Ich weiß, dass es ein Fehler ist, den Mann anzusehen, der sich nie für mich interessiert hat. 28 Jahre lang war er verschollen, unwichtig, nicht von Bedeutung. Aus welchem Grund sollte Ma ihn jetzt hierherrufen?

»Ich wollte Kontakt zu dir und habe dem Café geschrieben. Davon hat Penelope immer so viel erzählt, also dachte ich ...« Er fasst sich an den Nacken und ich versuche krampfhaft nicht nach Ähnlichkeiten zu suchen. Habe ich seine Nase? Sein Kinn? Zucken meine Augen auch so unruhig hin und her?

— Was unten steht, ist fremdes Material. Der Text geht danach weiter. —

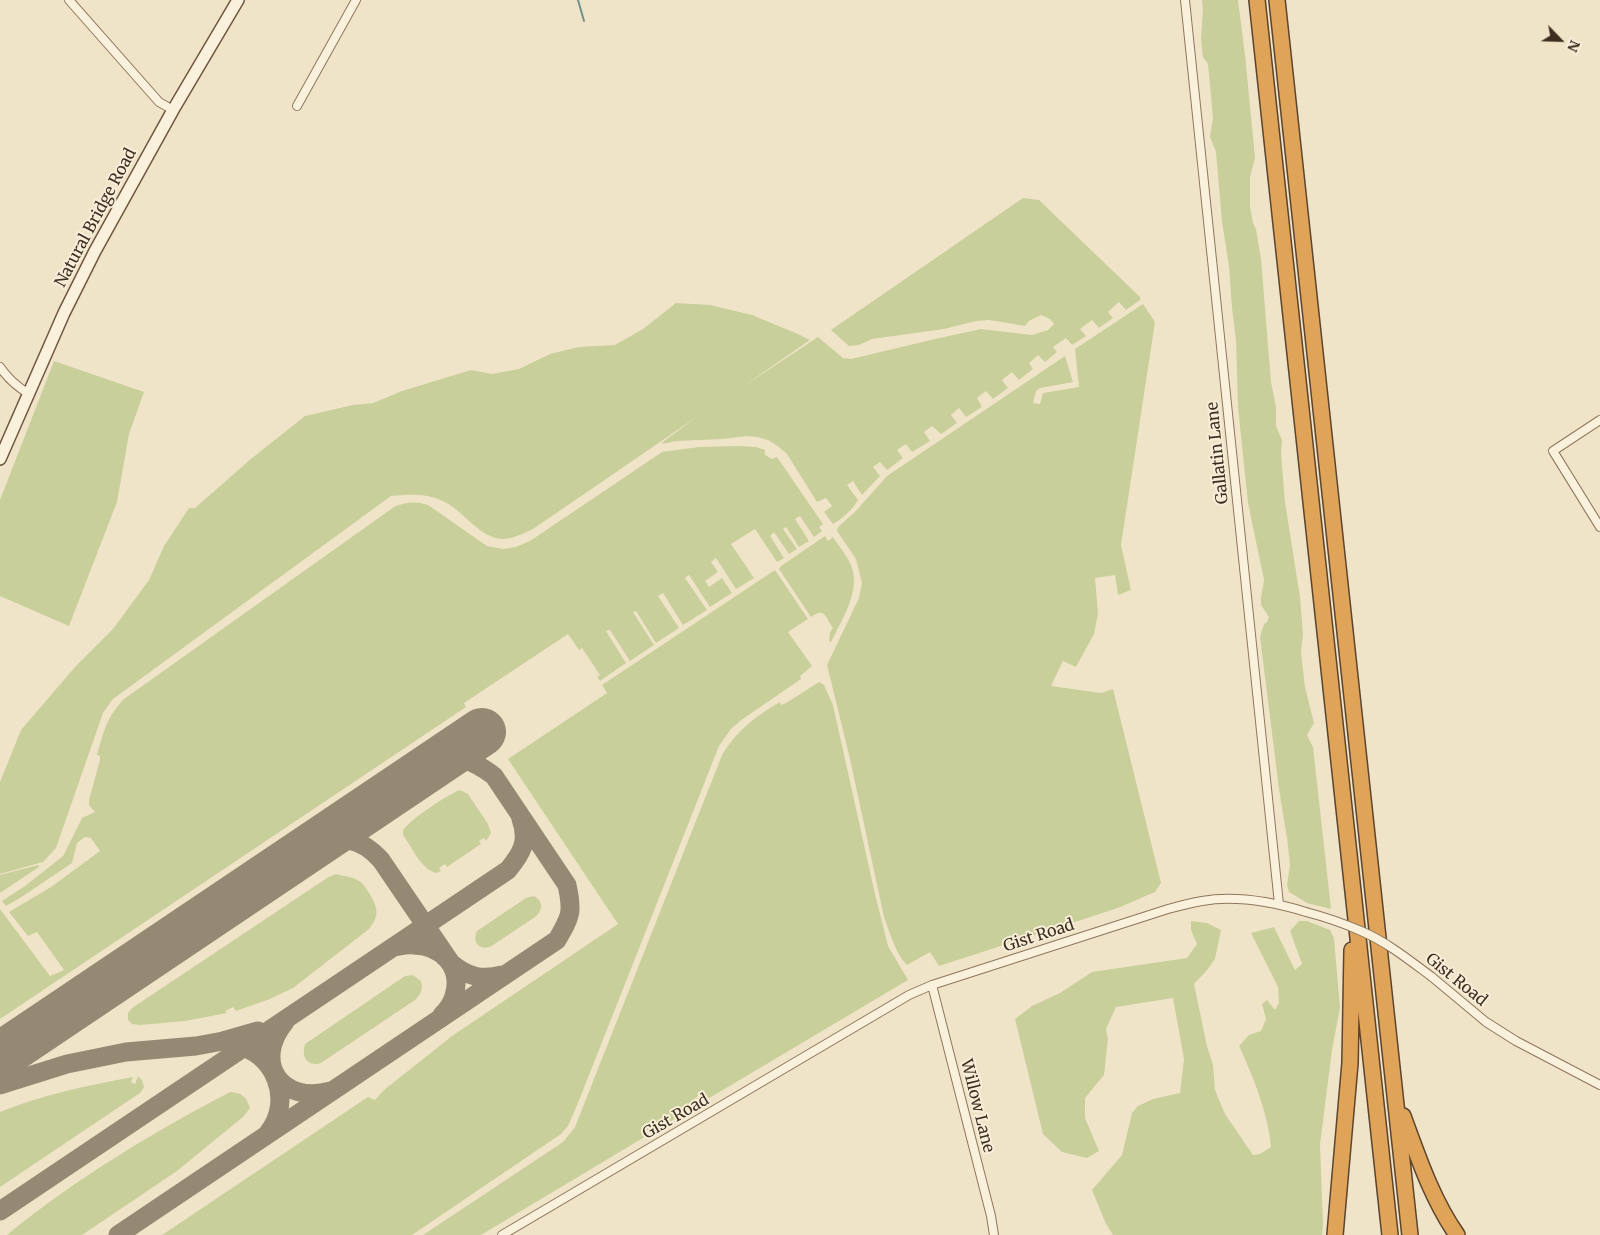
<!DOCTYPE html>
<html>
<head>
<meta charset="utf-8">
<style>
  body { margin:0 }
  #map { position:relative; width:1600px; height:1235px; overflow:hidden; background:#f0e4c8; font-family:Merriweather,serif }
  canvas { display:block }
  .north { position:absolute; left:1535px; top:15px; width:50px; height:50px; -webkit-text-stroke:4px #f7eed8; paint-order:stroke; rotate:114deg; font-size:14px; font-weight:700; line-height:20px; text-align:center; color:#3d2e20 }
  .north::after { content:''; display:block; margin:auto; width:18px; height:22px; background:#3d2e20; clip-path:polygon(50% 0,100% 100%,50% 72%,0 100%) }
</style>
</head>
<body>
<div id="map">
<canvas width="1600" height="1235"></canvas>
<div class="north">N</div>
</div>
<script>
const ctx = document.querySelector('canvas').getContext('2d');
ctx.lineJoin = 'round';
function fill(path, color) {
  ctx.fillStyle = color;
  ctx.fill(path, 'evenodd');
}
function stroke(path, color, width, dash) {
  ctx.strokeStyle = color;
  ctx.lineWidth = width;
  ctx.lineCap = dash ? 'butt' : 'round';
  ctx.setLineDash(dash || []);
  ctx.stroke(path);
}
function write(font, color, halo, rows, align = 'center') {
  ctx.font = font + ' Merriweather,serif';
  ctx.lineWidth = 4;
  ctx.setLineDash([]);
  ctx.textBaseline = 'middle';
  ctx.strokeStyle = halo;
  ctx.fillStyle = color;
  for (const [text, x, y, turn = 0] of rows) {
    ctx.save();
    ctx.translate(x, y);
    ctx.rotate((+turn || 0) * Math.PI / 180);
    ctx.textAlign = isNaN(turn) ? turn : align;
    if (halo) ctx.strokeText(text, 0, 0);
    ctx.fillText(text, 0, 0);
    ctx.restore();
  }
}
fill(new Path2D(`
  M1202,0H1238L1245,55L1255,158L1250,177V207L1253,223L1256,229L1261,259L1271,382L1276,407V426L1282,440L1281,453L1285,502L1300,597L1303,634L1301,652L1305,687L1314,723L1307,735L1313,747L1331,909L1307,903L1289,892L1287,885L1290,865L1287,838L1279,789L1260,637L1264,624L1267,622L1269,617L1261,605V598L1264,580L1248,503L1238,407L1236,340L1232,308L1229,266L1222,222L1216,152L1210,137L1213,118L1208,64L1203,57L1201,39L1203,9Z
  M1023,198L1039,200L1140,297V300L1126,310L1119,302L1108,312L1113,318L1099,328L1092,320L1080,329L1086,336L1072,345L1066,338L1053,347L1057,352L1045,362L1038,355L1029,363L1033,369L1019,380L1012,372L1002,380L1008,388L993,399L986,391L977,398L982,407L966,417L959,408L951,415L957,423L941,434L932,426L924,432L930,441L912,452L906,444L897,450L903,458L887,470L880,462L873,467L880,476L862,495L853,481L847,485L858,500C852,510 843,518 833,524L824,512L832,506L826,498L817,502L787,454L779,447L768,440L757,437L746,436L723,439L676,441L662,444L664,441L698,416L533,529C526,532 518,536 511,538C484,545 465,512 445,502C427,493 410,494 391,496L113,699L103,713L56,848L43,862L0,874V782L21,730L75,667L113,629L149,580L164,546L189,508H195L252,458L305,416L353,405L373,403L402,391L471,370L492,374L519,369L550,354L579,347L615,345L643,329L676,303L710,305L752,315L798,334L810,340L741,388L818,337L843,358L851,359L935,339L981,329L1032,335L1048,330L1054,324L1050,319L1041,315L1029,321L1025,326L989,320L976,321L944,329L872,339L859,345L849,346L831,330Z
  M1143,304L1155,322L1121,545L1131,590L1118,595L1115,575L1095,578L1098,614L1094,634L1076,667L1063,661L1051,686L1101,693L1113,689L1161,883L1155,892L1118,908L939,966L930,952L907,965C895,953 890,933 884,917L850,759L827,665L859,598L862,583L856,559L837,531L838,527L855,512L887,476L1065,356L1073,382L1040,388L1036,391L1033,403L1040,404L1043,393L1079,387L1075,349Z
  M54,361L144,392L129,434L117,502L69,626L0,596V500Z
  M739,446L756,447L765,450V455L772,459L777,457L823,524L819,527L822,531L814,537L800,516L795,519L809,541L799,547L786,527L783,529L797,549L789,554L774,532L770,536L784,558L777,562L755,529L731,544L754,578L736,589L716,558L711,562L718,572L705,581L709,587L722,578L732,593L710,607L689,575L685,578L707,610L683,625L663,593L658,596L679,628L656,643L636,611L633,612L654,645L630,661L610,630L606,631L626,663L600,681L597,677L600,675L582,648L579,650L568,634L464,703L466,707L0,1019V909L50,976L64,970L37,932L28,936L9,912L51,887L100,851L91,838L85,837L77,843L72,863L20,898L6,906L2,901L25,886L63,856L82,818L95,812L89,805V800L100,760V756L97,755C104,731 106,718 124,699L394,507C405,502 416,501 428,505L487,546L503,549L516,547L530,541L662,452L699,447Z
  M825,536L828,541L833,537C840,548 850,559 853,571C858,596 841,621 831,642L829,641L830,632L833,628C825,616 825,607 811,617L779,569L781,566Z
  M775,570L808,619L788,632L812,666L800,676L801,679L740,721L731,729L719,746L578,1103L568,1126L561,1134L412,1235H162L368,1097L375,1100L384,1090L452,1036L618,924L508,759L607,693L602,685Z
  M819,682L824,685L833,705L875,894L888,946L908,980L706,1100L701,1094L693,1100L698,1105L481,1235H423L563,1142L575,1127L722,755C736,731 756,716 780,702L781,705L786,703Z
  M460,790L468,794L488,824L491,833L486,841L484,838L479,841L481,844L447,867L445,864L439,868L441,871L437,873C421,870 412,847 403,835V831C406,822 450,793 460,790Z
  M38,865L39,867L0,893V875Z
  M336,874C344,876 355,877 362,883C365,886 367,890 369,893C378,907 380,916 369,929L293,988L270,999L236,1011L233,1007L225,1011L227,1013L185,1021L140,1025L132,1024L128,1020V1013L132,1008L327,878Z
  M534,896C543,901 544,910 535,917L490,947C478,950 472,942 477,931L526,898Z
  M1191,921L1207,923L1221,930L1215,959L1208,969L1194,984L1207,1046L1213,1065L1215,1090L1225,1114L1253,1155L1260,1154L1271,1147C1268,1113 1253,1076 1239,1046L1249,1035L1261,1031L1266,1019L1262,1004L1267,1000L1275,1010L1279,1003L1278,987L1251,933L1274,927L1295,970L1302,964L1290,931L1299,921H1307L1330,930L1334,938L1340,1008L1332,1050L1320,1145L1323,1224L1322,1235H1113L1106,1224L1092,1190L1122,1155L1132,1113L1138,1106L1153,1099L1180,1093L1184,1059L1173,998L1116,1007L1106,1029L1108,1039L1104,1075L1085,1098V1118L1099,1151L1087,1158L1062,1152L1043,1134L1015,1019L1032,1006L1060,993L1092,972L1187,958L1197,944L1191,930Z
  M413,975L421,981C423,990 421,994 415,1000L321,1063C307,1067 301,1057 305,1044L405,976Z
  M138,1076L142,1080L144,1087L140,1093L0,1187V1112C44,1094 86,1086 133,1077L131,1082L135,1084Z
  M230,1092C242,1093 246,1096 250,1108L243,1117L177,1171L82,1235H7C75,1179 152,1133 230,1092Z`), '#c9cf9b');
stroke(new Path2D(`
  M578,0L584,21`), '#6f938a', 2);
stroke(new Path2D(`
  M311,848C340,836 358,835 381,860L451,963C468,977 481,980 502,975
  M394,947C400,946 407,944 413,945C441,945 463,967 454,996C452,1003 447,1010 442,1015
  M285,1022C252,1062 281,1105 331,1091
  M234,1045C275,1051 294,1101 268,1133
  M0,1085L67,1064L126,1052L196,1046L223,1041L258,1031
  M0,1211L508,870C522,853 529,841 521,819
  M118,1235L557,940C571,916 573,912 567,885L494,776C470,758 463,757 435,764`), '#968974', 19);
stroke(new Path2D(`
  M0,1056L482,732`), '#968974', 48);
const minor = new Path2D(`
  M69,0L159,102L173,110
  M1185,0L1279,904
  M297,106L356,0
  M0,367C8,379 16,386 29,394
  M1600,420L1553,451L1600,527
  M1432,977L1486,1022L1516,1041L1600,1085
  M932,985L991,1216L994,1235
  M502,1235L909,995L932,985L1168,909C1179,906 1190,903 1202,901C1237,895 1273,902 1306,912`);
const secondary = new Path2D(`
  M0,459L64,313L95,251L173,110L238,0`);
const motorway = new Path2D(`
  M1257,0L1390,1235
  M1277,0L1410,1235
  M1403,1116C1418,1157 1432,1199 1457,1235
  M1335,1235L1350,1063L1352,950`);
stroke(minor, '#8d765c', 10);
stroke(secondary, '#6f573f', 14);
stroke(motorway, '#5b4430', 18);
stroke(minor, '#faf1dc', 8);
stroke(secondary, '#faf1dc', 11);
stroke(motorway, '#e0a458', 15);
const minorBridge = new Path2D(`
  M1306,912C1325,917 1343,923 1361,931C1387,942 1409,960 1432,977`);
stroke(minorBridge, '#8d765c', 10, []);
stroke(minorBridge, '#faf1dc', 8);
write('16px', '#3d2e20', '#f7eed8', [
  ["Natural Bridge Road",96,218,-62],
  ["Gallatin Lane",1218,453,-96],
  ["Gist Road",1039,936,-18],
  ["Gist Road",1456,980,39],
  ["Willow Lane",977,1106,76],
  ["Gist Road",676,1117,-30]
]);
</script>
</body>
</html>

»Ich will Kontakt zu dir.«

»Nach 28 Jahren?«, frage ich zweifelnd und schüttle den Kopf. »Wieso?«

»Ich will einmal im Leben etwas richtig machen. Das hier war doch ein guter Anfang, oder?«

Schnaubend wende ich mich ab. Dafür, für dieses Gespräch, fehlt mir gerade die Kraft. Auch auf die Gefahr hin, dass ich jetzt etwas noch viel Dümmeres tue, setze ich mich in die Reihe hinter Elisa. Was eine Kettenreaktion startet. Wie bei einem Gottesdienst versammeln sich auf einmal alle, setzen sich hin, hören auf zu reden und starren gebannt zu dem Schreibtisch, an dem sich kurz darauf eine Frau setzt, die das Klischee einer Sekretärin ist. Schwarzer Rock, weiße Bluse, Haare hochgebunden, Lesebrille.

»Sie erinnert mich an Britney Spears«, nuschelt Jo links von mir und ich unterdrücke ein Kichern. Das ist kein Ort für Kichern. Das ist ein Ort für die Verlesung eines Testaments, das sogleich vorgetragen wird. Na dann ... mal sehen.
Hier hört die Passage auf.